__Input__.
—————

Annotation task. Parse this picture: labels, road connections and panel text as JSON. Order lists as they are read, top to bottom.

—————

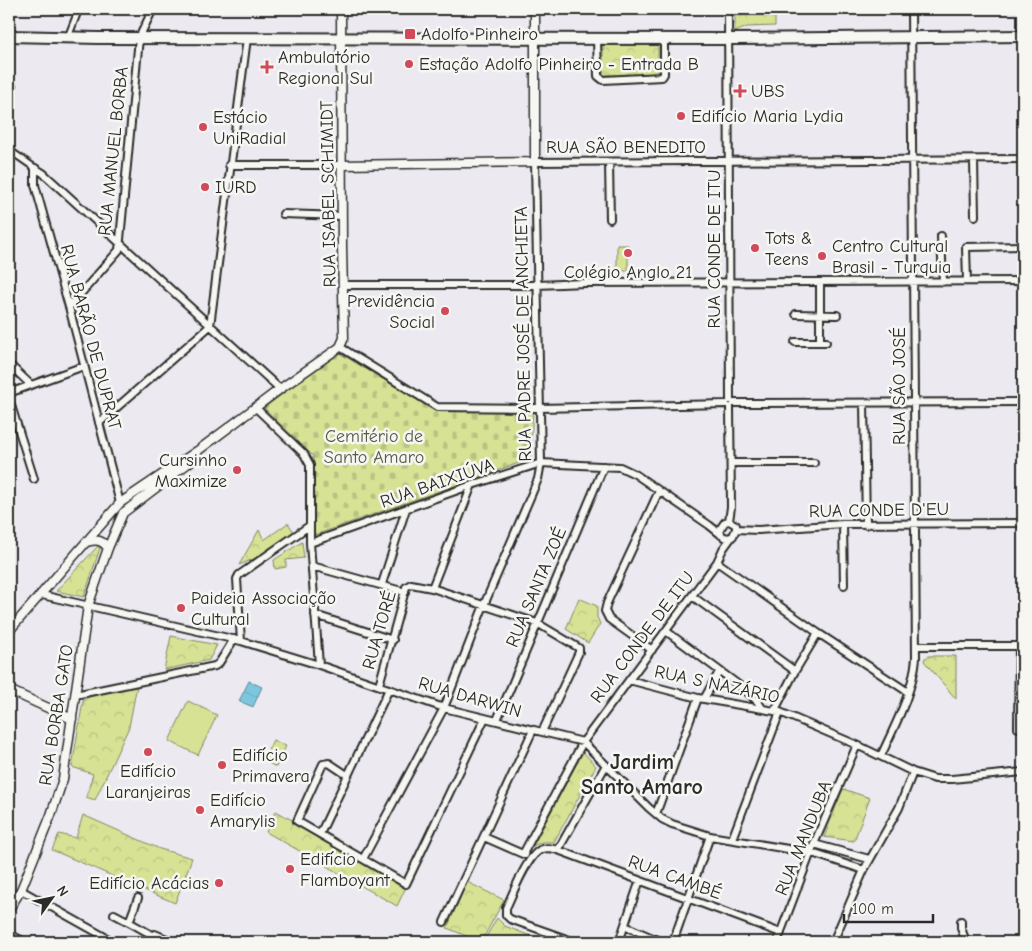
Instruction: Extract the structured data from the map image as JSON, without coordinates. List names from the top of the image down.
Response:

—————

__Task details__. Only the number is wanted here. Please work out how many lines of the records contain "JSON".

__Expected output__. 2